Почаще надо открывать двери в СП России, свежего голоса не только хомяки, а и черти робеют!.. Мы, русские, с жестокой беспечностью набрасываемся на русских. Охотно враждуем. Валим — русские русских. А у нас за кухней жируют хомяки. Если не с русскими, то с кем враждовать? Но Иван Грозный — единственный, а влажновекий Толя Алексин князя Курбского не заменит. Спешите брататься. Спешите прощения просить — в нём спасение. Женя Гангнус — не Державин, а Сахаров — не Серафим Саровский: молитесь и Христос отпустит грехи вам!..

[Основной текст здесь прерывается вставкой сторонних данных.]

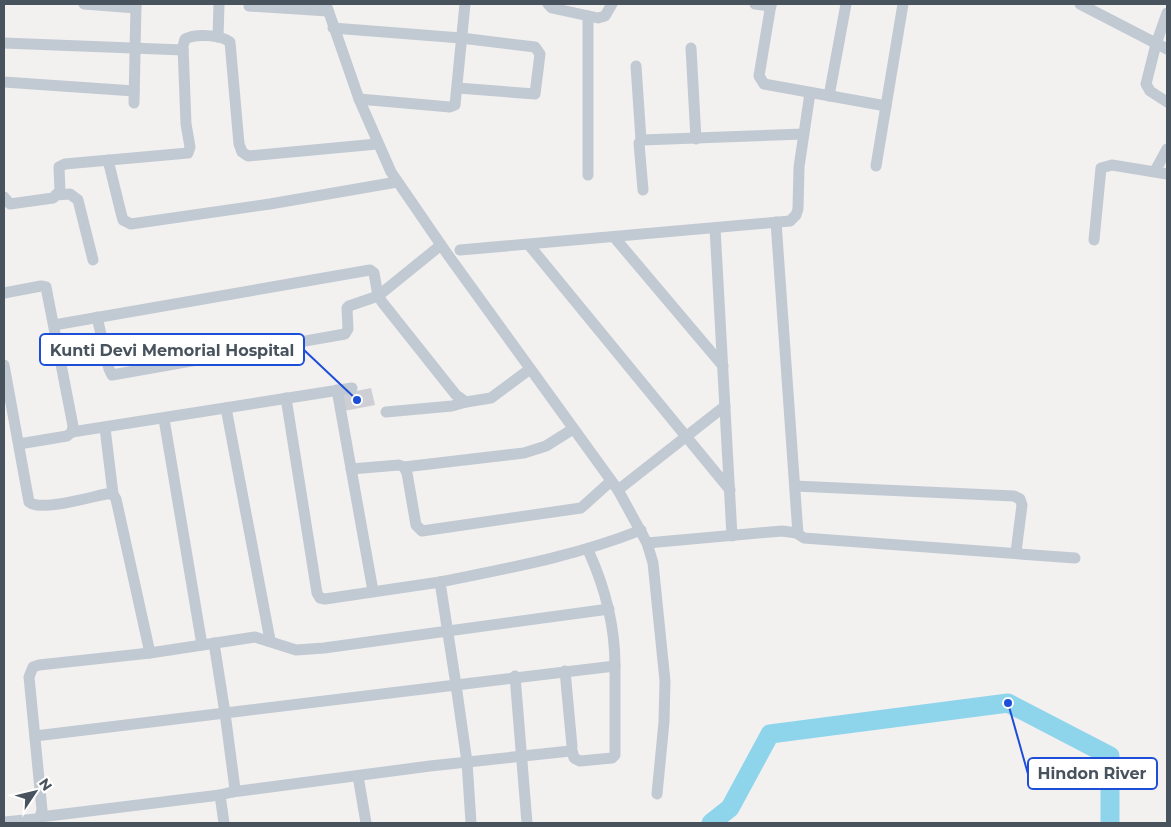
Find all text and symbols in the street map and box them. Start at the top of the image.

Бондарев был Бондаревым — Бондаревым и остаётся. Не построил себе в Испании виллу, не вымостил красным гранитом трассу к даче, не торчит позади премьерских и президентских затылков на совещаниях и заседаниях, не толчёт ковёр перед иерархами всея Руси. Но Бондарев не меньше цековских, павлово-комсомольских деляг читал историю религий, раздумывал над смыслом присутствия Бога в человеке. А эти — идеологические космополиты, эти помощники и «резервисты» партии, всё, всё, всё предали: Ленина, Сталина, Хрущёва, Брежнева, Андропова, Черненко, Горбачёва, Ельцина, но успели, разглядев шустро измену Горбачёва и Ельцина, побежать впереди них, ой же и мерзавцы!.. Черти в храмах.

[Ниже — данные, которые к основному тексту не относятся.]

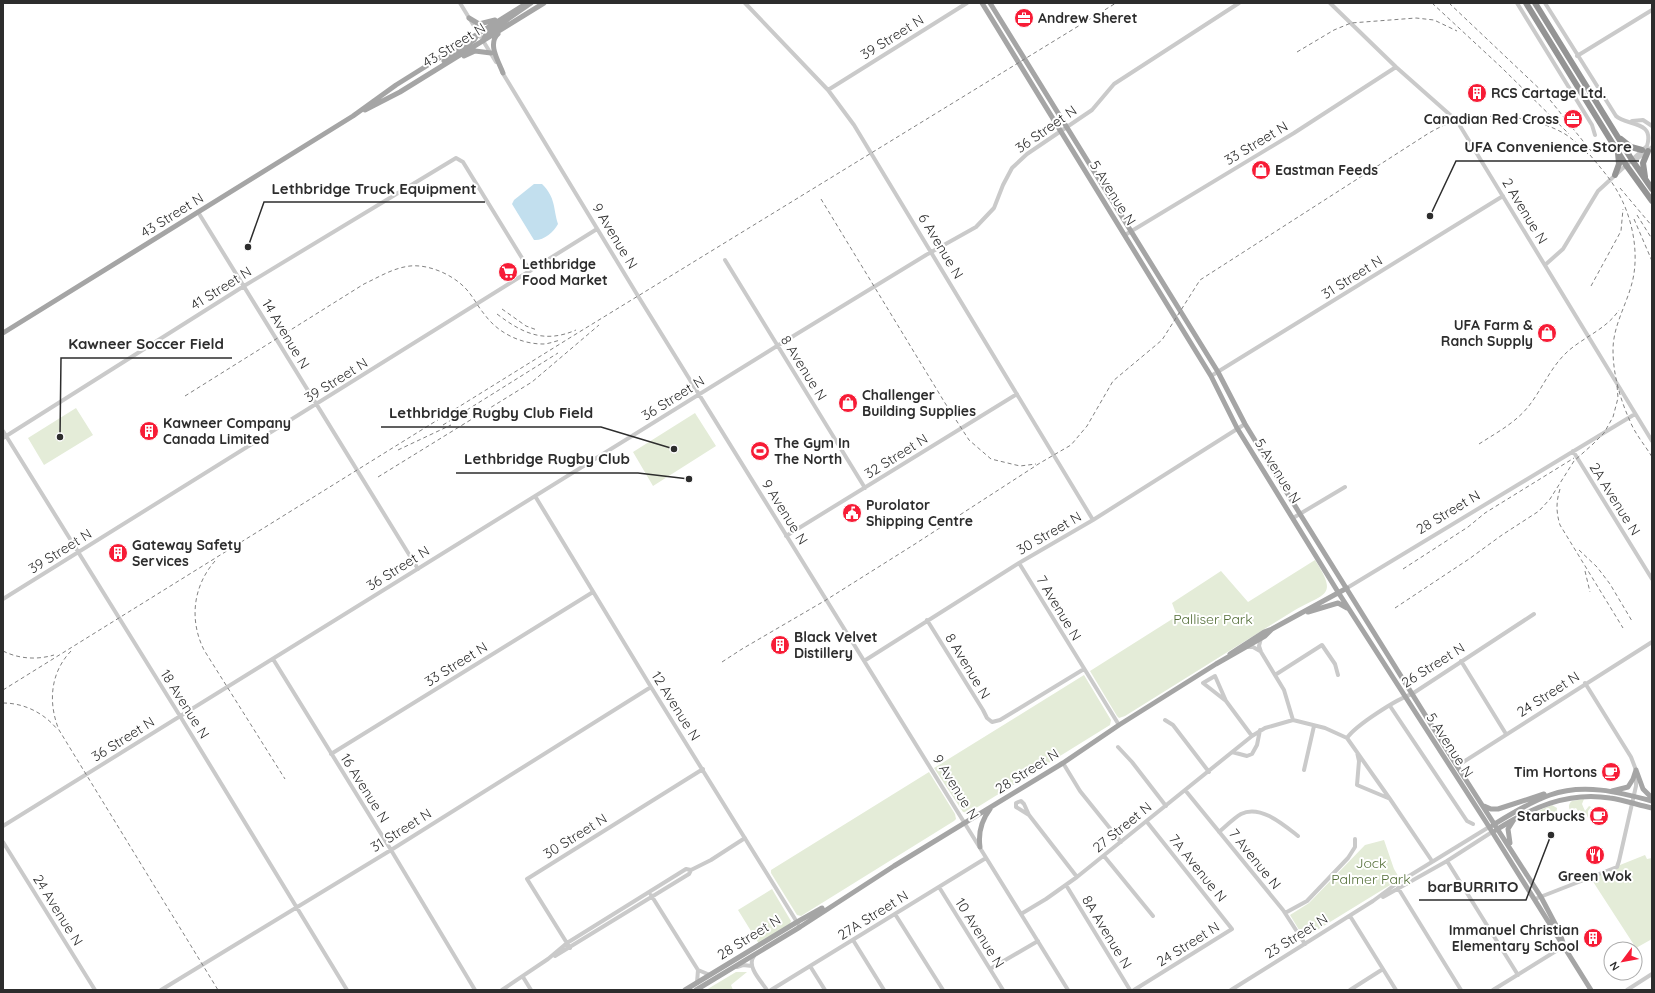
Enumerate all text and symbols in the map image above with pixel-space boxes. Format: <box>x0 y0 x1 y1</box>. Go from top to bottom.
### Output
office icon: Andrew Sheret <box>1013 7 1035 29</box>
place label: Andrew Sheret <box>1038 9 1138 27</box>
street label: 39 Street N <box>857 10 927 64</box>
street label: 43 Street N <box>419 19 489 71</box>
building icon: RCS Cartage Ltd. <box>1466 82 1488 104</box>
place label: RCS Cartage Ltd. <box>1491 84 1606 102</box>
street label: 36 Street N <box>1012 101 1080 157</box>
office icon: Canadian Red Cross <box>1562 108 1584 130</box>
place label: Canadian Red Cross <box>1424 110 1559 128</box>
street label: 33 Street N <box>1221 117 1291 169</box>
callout: UFA Convenience Store <box>1456 134 1639 161</box>
text: UFA Convenience Store <box>1464 137 1632 156</box>
street label: 5 Avenue N <box>1086 157 1140 229</box>
shop icon: Eastman Feeds <box>1250 159 1272 181</box>
place label: Eastman Feeds <box>1275 161 1378 179</box>
callout: Lethbridge Truck Equipment <box>264 175 485 202</box>
street label: 2 Avenue N <box>1498 175 1552 247</box>
text: Lethbridge Truck Equipment <box>271 179 477 198</box>
street label: 43 Street N <box>137 189 207 241</box>
street label: 9 Avenue N <box>588 200 642 272</box>
street label: 6 Avenue N <box>914 210 968 282</box>
street label: 31 Street N <box>1318 251 1386 303</box>
place label: Lethbridge Food Market <box>522 255 608 289</box>
supermarket icon: Lethbridge Food Market <box>497 261 519 283</box>
street label: 41 Street N <box>187 262 255 314</box>
street label: 14 Avenue N <box>258 296 314 372</box>
place label: UFA Farm & Ranch Supply <box>1441 316 1533 350</box>
shop icon: UFA Farm & Ranch Supply <box>1536 322 1558 344</box>
callout: Kawneer Soccer Field <box>61 331 232 358</box>
street label: 8 Avenue N <box>777 332 831 404</box>
text: Kawneer Soccer Field <box>68 334 224 353</box>
street label: 39 Street N <box>301 353 371 407</box>
street label: 36 Street N <box>638 372 708 424</box>
place label: Challenger Building Supplies <box>862 386 976 420</box>
shop icon: Challenger Building Supplies <box>837 392 859 414</box>
callout: Lethbridge Rugby Club Field <box>381 400 601 427</box>
text: Lethbridge Rugby Club Field <box>389 403 593 422</box>
place label: Kawneer Company Canada Limited <box>163 414 291 448</box>
building icon: Kawneer Company Canada Limited <box>138 420 160 442</box>
street label: 32 Street N <box>861 430 931 482</box>
place label: The Gym In The North <box>774 434 850 468</box>
street label: 5 Avenue N <box>1251 435 1305 507</box>
sports icon: The Gym In The North <box>749 440 771 462</box>
callout: Lethbridge Rugby Club <box>456 446 638 473</box>
text: Lethbridge Rugby Club <box>464 449 630 468</box>
street label: 2A Avenue N <box>1586 459 1644 539</box>
street label: 9 Avenue N <box>758 476 812 548</box>
street label: 28 Street N <box>1413 486 1483 538</box>
place label: Purolator Shipping Centre <box>866 496 973 530</box>
public building icon: Purolator Shipping Centre <box>841 502 863 524</box>
street label: 30 Street N <box>1013 507 1085 559</box>
street label: 39 Street N <box>25 524 95 578</box>
place label: Gateway Safety Services <box>132 536 241 570</box>
building icon: Gateway Safety Services <box>107 542 129 564</box>
street label: 36 Street N <box>363 542 433 594</box>
street label: 7 Avenue N <box>1033 572 1085 644</box>
park label: Palliser Park <box>1173 610 1253 628</box>
place label: Black Velvet Distillery <box>794 628 878 662</box>
street label: 8 Avenue N <box>941 630 995 702</box>
building icon: Black Velvet Distillery <box>769 634 791 656</box>
street label: 33 Street N <box>421 638 491 690</box>
street label: 26 Street N <box>1398 638 1468 692</box>
street label: 18 Avenue N <box>157 666 213 742</box>
street label: 24 Street N <box>1513 667 1583 721</box>
street label: 12 Avenue N <box>648 668 704 744</box>
street label: 5 Avenue N <box>1422 709 1478 781</box>
street label: 36 Street N <box>88 713 158 765</box>
street label: 28 Street N <box>992 744 1062 798</box>
street label: 16 Avenue N <box>337 750 393 826</box>
street label: 9 Avenue N <box>929 751 983 823</box>
cafe icon: Tim Hortons <box>1600 761 1622 783</box>
place label: Tim Hortons <box>1514 763 1597 781</box>
street label: 27 Street N <box>1089 798 1155 856</box>
street label: 31 Street N <box>367 804 435 856</box>
cafe icon: Starbucks <box>1588 805 1610 827</box>
place label: Starbucks <box>1517 807 1585 825</box>
street label: 30 Street N <box>540 809 610 863</box>
street label: 7 Avenue N <box>1225 825 1285 893</box>
street label: 7A Avenue N <box>1165 830 1231 906</box>
restaurant icon: Green Wok <box>1584 844 1606 866</box>
park label: Jock Palmer Park <box>1331 854 1411 888</box>
place label: Green Wok <box>1558 867 1632 885</box>
street label: 24 Avenue N <box>29 871 87 949</box>
callout: barBURRITO <box>1419 873 1526 900</box>
text: barBURRITO <box>1428 877 1518 896</box>
street label: 27A Street N <box>834 886 912 944</box>
street label: 8A Avenue N <box>1078 892 1136 972</box>
street label: 10 Avenue N <box>951 895 1009 971</box>
street label: 28 Street N <box>714 910 784 964</box>
street label: 23 Street N <box>1261 910 1331 962</box>
street label: 24 Street N <box>1153 918 1223 970</box>
place label: Immanuel Christian Elementary School <box>1449 921 1579 955</box>
building icon: Immanuel Christian Elementary School <box>1582 927 1604 949</box>
north arrow <box>1603 941 1643 981</box>
text: N <box>1606 959 1623 973</box>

Алексей Меньков, известный рассказчик и поэт, ни гонорара, ни премий не имеет, а эти — виллы, эти — усадьбы. Николай Селиванов, скульптор, талантливейший автор десятков работ, защищающих русскую культуру, официального кивка не получил, а эти, трибунники ВЛКСМ, подстилки под штиблетами генсеков и олигархов, эти — купаются в домашних солоновато-водорослевых бассейнах. Медузы, прилипшие к яростному сердцу Саши Матросова, сорокащупальцевые насекомые, пожирающие золотую кровь строителей ГРЭС и целинных пахарей. Молятся — лбами ризы попов задевают. Воруют — лагерная шпана им позавидует. Ни молитвы — в душе, ни Иисуса Христа — в любви к другу и брату, к России.

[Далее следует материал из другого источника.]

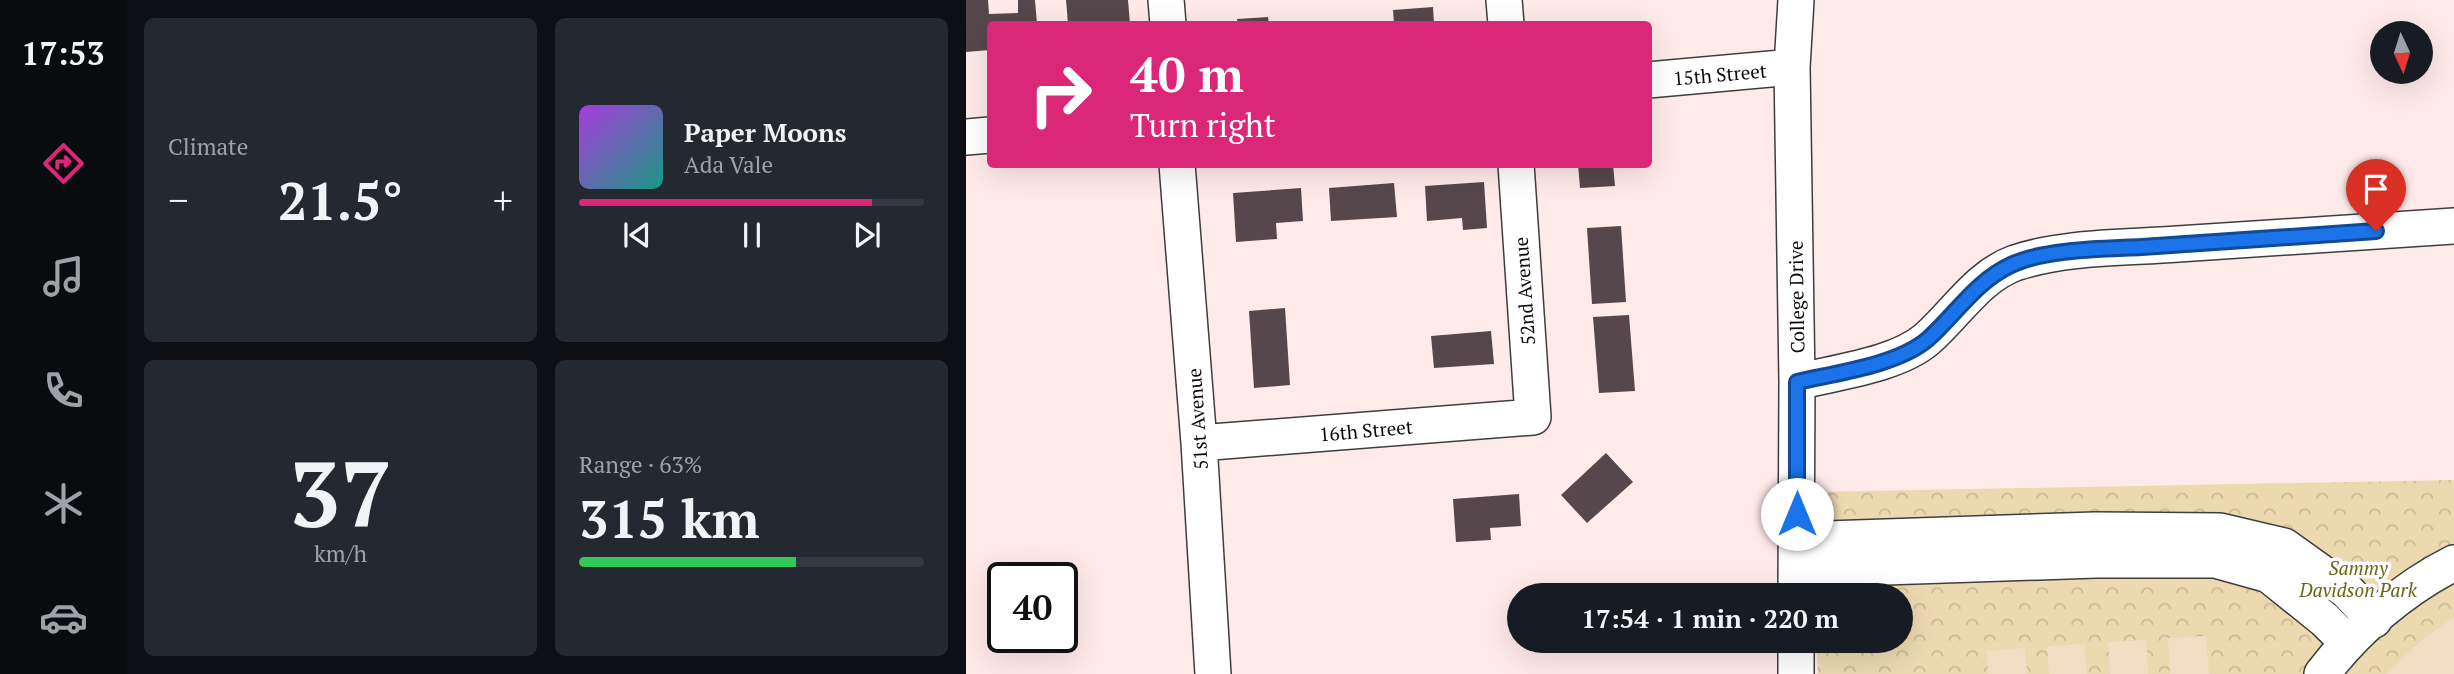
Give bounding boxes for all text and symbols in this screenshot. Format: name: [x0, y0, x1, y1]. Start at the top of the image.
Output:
north arrow: [2370, 21, 2432, 84]
map controls: [2370, 21, 2433, 84]
text: 17:53: [21, 32, 105, 74]
text: 40 m: [1130, 41, 1244, 106]
icon: right: [1015, 49, 1106, 140]
street label: 15th Street: [1672, 57, 1768, 91]
text: Turn right: [1130, 104, 1276, 146]
text: Paper Moons: [684, 115, 847, 149]
text: Climate: [168, 131, 248, 162]
icon: directions: [39, 139, 88, 188]
text: Ada Vale: [684, 149, 773, 180]
pin: [2346, 159, 2406, 231]
text: 21.5°: [278, 166, 403, 235]
icon: arrive: [2357, 170, 2395, 208]
text: −: [168, 175, 188, 225]
text: +: [493, 175, 513, 225]
icon: previous: [618, 216, 656, 254]
icon: pause: [733, 216, 771, 254]
icon: next: [848, 216, 886, 254]
street label: 52nd Avenue: [1508, 236, 1540, 346]
street label: College Drive: [1783, 240, 1809, 354]
icon: music: [39, 252, 88, 301]
icon: phone: [39, 366, 88, 415]
street label: 51st Avenue: [1181, 367, 1213, 471]
street label: 16th Street: [1318, 413, 1414, 447]
text: 37: [289, 432, 392, 553]
text: Range · 63%: [579, 449, 702, 480]
position arrow: [1760, 477, 1834, 551]
icon: climate: [39, 479, 88, 528]
text: 315 km: [579, 484, 760, 553]
text: km/h: [314, 538, 367, 569]
park label: Sammy Davidson Park: [2298, 555, 2418, 602]
speed limit sign: 40: [987, 562, 1078, 653]
icon: car: [39, 593, 88, 642]
text: 17:54 · 1 min · 220 m: [1581, 601, 1839, 635]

Завтра взреет над предателями кремлевскими, на башне Кремля, взлетит и зазвенит крылом знамя красное — они, мерзавцы, да, да, они, они, мерзавцы, первыми прибегут, отдуваясь и пыхтя шашлычными взварами, присягать ему — красному знамени, преданному ими, сорванному с древка ими, растоптанному ими на собственных виллах. Мерзавцы!..

Кто проголосовал – отдать Крым? Кто проголосовал — отдать Зауралье? Кто вытирает и чистит обувь убийцам России, тот и голосует за погибель народа русского: вожди ВЛКСМ, предавшие ВЛКСМ. Какую бы им пощёчину дала Зоя Космодемьянская, Святая Руси Православной?! Кто, кто вырастил предателей в партии и в комсомоле? Бондарев прав — измена. Но политические суки — не маяки эпохи. Разберёмся: не слепые.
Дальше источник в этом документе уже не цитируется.